I worry about the way that many people think about education–if they bother to think about it at all. What got me started thinking about it was a podcast titled “Freakonomics Goes to College, Part 2,” which I listened to at the gym this morning (and you can find at the link). The podcast focused on assessing the economic value of a college education. As soon as I got home I checked out the dictionary definition of the word education, which is:

the act or process of imparting or acquiring general knowledge, developing the powers of reasoning and judgment, and generally of preparing oneself or others intellectually for mature life.

Interestingly, though, there seems to be no consistent agreement, even among educators, about the purpose of education.

Philosopher Eric Hoffer wrote:

The central task of education is to implant a will and facility for learning; it should produce not learned but learning people. The truly human society is a learning society, where grandparents, parents, and children are students together.

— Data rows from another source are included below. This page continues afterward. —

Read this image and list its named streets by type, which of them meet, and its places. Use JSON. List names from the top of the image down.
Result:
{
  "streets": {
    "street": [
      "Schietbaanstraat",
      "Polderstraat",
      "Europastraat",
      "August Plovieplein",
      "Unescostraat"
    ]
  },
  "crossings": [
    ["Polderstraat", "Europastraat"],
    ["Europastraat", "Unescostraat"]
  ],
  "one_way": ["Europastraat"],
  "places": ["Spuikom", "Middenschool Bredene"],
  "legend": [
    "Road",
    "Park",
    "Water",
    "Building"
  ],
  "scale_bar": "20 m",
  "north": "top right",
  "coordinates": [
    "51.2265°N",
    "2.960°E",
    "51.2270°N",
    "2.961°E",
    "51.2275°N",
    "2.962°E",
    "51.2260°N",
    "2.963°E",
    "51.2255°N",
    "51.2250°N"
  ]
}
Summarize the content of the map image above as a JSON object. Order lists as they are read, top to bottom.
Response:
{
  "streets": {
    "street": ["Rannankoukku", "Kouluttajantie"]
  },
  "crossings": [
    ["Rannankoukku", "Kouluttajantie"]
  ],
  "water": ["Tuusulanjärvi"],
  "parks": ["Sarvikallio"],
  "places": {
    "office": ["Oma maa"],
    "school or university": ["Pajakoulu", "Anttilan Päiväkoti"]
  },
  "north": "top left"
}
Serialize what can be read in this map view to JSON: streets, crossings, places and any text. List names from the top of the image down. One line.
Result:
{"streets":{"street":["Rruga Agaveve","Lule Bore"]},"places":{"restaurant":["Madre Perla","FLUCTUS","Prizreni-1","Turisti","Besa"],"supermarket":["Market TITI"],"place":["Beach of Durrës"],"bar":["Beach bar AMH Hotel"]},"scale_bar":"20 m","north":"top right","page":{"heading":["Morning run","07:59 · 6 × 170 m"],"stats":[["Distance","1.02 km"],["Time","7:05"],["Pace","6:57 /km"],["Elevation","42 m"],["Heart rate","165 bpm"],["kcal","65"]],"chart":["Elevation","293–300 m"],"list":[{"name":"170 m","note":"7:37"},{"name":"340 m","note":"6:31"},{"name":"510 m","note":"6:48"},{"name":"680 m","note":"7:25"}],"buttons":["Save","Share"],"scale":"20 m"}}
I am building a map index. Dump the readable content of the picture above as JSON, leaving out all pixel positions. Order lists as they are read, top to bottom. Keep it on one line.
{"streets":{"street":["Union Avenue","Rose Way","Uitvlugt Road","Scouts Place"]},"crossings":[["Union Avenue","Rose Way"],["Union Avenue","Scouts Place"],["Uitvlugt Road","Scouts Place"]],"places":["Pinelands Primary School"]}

Bill Beattie, a noted coach, has been quoted as saying:

The aim of education should be to teach us rather how to think, than what to think—rather to improve our minds, so as to enable us to think for ourselves, than to load the memory with the thoughts of other men.

I agree with Hoffer and Beattie that education’s primary purpose is not to provide job skills or knowledge so that people can earn more money. Education should transform us–it should change the way that we think about our world.  Because education, done right,  does so much more than add bits of knowledge to our repertoire. Education opens our minds to new and radically different ideas, to unlimited possibilities for both personal accomplishment and the advancement of mankind. Perhaps most importantly, Education is the opposite of Ignorance, and I fear Ignorance.

Ignorance breeds Intellectual Rigidity.

Intellectual Rigidity breeds Intolerance.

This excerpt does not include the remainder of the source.